Last year, Congress raised the gift tax exemption from $1 million per year to a whopping $5 million per year ($5,120,000 per person, to be precise). In addition, the estate tax rate has been reduced from 55% to 35%. However, the increased exemption and reduced rates will last for only the 2011 and 2012 fiscal years, making it imperative to act now to create and revise estate plans to take advantage of these extraordinarily favorable terms.
According to the IRS, the gift tax occurs when a person or estate transfers money or property to another either for nothing or for something less than the full value of the property. Congress passed the tax specifically in response to wealthy individuals trying to avoid the estate or “death” tax by giving away their assets prior to death. Before this year, the relatively low threshold of the gift tax exemption discouraged large pre-death bequests.

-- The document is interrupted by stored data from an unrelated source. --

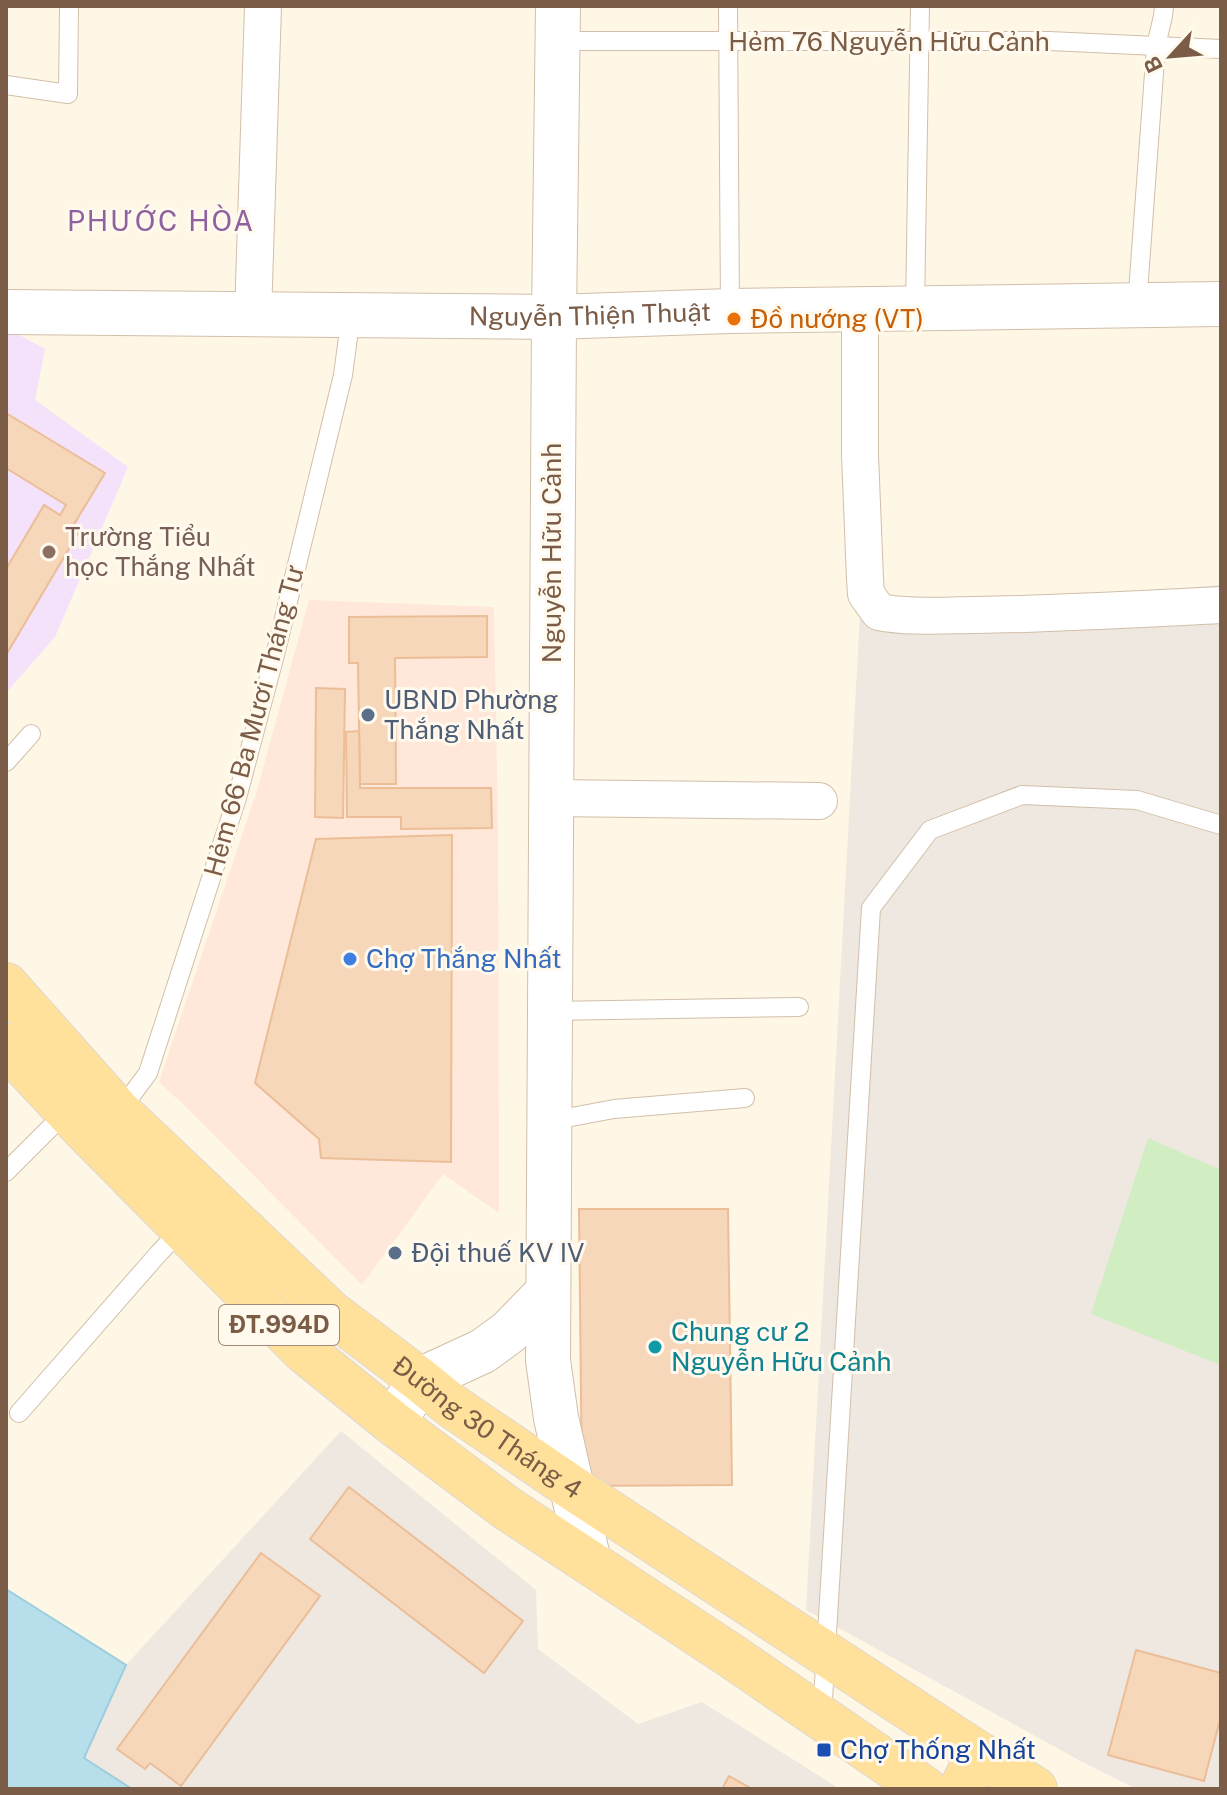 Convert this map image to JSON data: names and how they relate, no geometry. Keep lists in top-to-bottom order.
{
  "streets": {
    "main road": ["ĐT.994D", "Đường 30 Tháng 4"],
    "street": ["Nguyễn Thiện Thuật", "Nguyễn Hữu Cảnh"],
    "lane": ["Hẻm 76 Nguyễn Hữu Cảnh", "Hẻm 66 Ba Mươi Tháng Tư"]
  },
  "crossings": [
    ["Hẻm 76 Nguyễn Hữu Cảnh", "Nguyễn Hữu Cảnh"],
    ["Nguyễn Thiện Thuật", "Nguyễn Hữu Cảnh"],
    ["Nguyễn Thiện Thuật", "Hẻm 66 Ba Mươi Tháng Tư"],
    ["Nguyễn Hữu Cảnh", "Đường 30 Tháng 4"],
    ["Hẻm 66 Ba Mươi Tháng Tư", "Đường 30 Tháng 4"]
  ],
  "districts": ["PHƯỚC HÒA"],
  "places": {
    "other": [
      "Đồ nướng (VT)",
      "Trường Tiểu học Thắng Nhất",
      "UBND Phường Thắng Nhất",
      "Chợ Thắng Nhất",
      "Đội thuế KV IV",
      "Chung cư 2 Nguyễn Hữu Cảnh"
    ],
    "transit": ["Chợ Thống Nhất"]
  },
  "north": "bottom left"
}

I have previously said that those with a high net worth should do advanced estate planning beyond a basic will. The generous gift tax exemption currently in place makes now the best time to leverage any gifts into ones that hold greatly increased potential value for the recipients. Some strategies include:
LLC: Starting a LLC and then making a large gift to capitalize the company. It’s important to note that the process of creating an LLC takes time; all the necessary documents have to be drafted and then approved by the Secretary of State. A prudent planner would need to begin the process right away if he wishes to take advantage of the favorable exemption.

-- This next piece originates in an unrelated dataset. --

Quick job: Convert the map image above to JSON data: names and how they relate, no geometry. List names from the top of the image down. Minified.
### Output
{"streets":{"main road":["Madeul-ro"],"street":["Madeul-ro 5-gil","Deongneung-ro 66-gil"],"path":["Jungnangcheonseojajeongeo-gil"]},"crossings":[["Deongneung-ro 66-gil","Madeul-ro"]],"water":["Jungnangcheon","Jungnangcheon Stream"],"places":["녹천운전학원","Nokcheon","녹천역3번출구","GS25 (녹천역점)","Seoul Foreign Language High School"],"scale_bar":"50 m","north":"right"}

FLP: Related to starting an LLC is the pooling of assets into a Family Limited Partnership. I have previously discussed the benefits of such partnerships here.
Trusts: Another option involves placing certain gifts in trusts. We advocate using various kinds of trusts to protect assets from creditors and con artists alike. This article from the Wall Street Journal contains an excellent rundown of the various trusts one can create to take advantage of the gift tax exemption. Some trusts, such as the Grantor Retained Annuity Trust can be structured so that there are no gift tax consequences.
Real estate: Real estate, much like closely held businesses, is notoriously hard to value and can greatly increase in worth over time. One only needs to look at the massive increase in home values in the Bay Area over the past 25 years (or the dip for the past several) to know how volatile the real estate market can be. Home prices may be lower now, but can increase in value substantially over the next decade or two, increasingly the value of the gift for the recipient. The current economic environment, in which many asset values are depressed and interest rates are at historic lows, actually makes this a perfect time to make gifts, since these factors can really help maximize the benefits of gifting.
Even if you can only afford to give smaller gifts between $1 million and $4.999 million (small being a relative word), it would still be wise to take advantage of this generous exemption before the year’s end and the $5 million ceiling expires. If you have not yet tried to take advantage of the exemption, you need to act quickly. The likelihood of Congress extending this exemption is widely seen as unlikely given that it is an election year.
Creating a gift plan that will suit your individual needs takes time. Appraisals, business valuations, and trust documents must often be created in order to ensure the gift tax exemption is applied properly in your situation. Talk to your California gift-planning attorney right away if you want to take advantage of the exemption before it ends.
Source: “The $5 Million Tax Break,” by Anne Tergesen, published at WSJ.com.
See our related blog posts:
All the best,
This is the second of two articles on reviewing a trust. In this one, discuss how we evaluate a living trust agreement, and how that differs from developing an estate plan.
My team and I examine dozens of things when we evaluate a trust document. To give you an idea, a few of them are:
- Does the trust agreement confirm to third-parties that a married trustor/trustee has authority to act when his/her spouse cannot (if desired by client)?
- Does the trust agreement include provisions to alter distributions to a surviving spouse in the event of remarriage after the death of the first spouse?
- Does the trust agreement include a common trust provision when one or more of the primary beneficiaries has not yet graduated from college?
- Does the trust agreement give the trustee of a continuing trust an appropriate amount of flexibility to make disproportionate distributions based upon the relative needs of the beneficiaries?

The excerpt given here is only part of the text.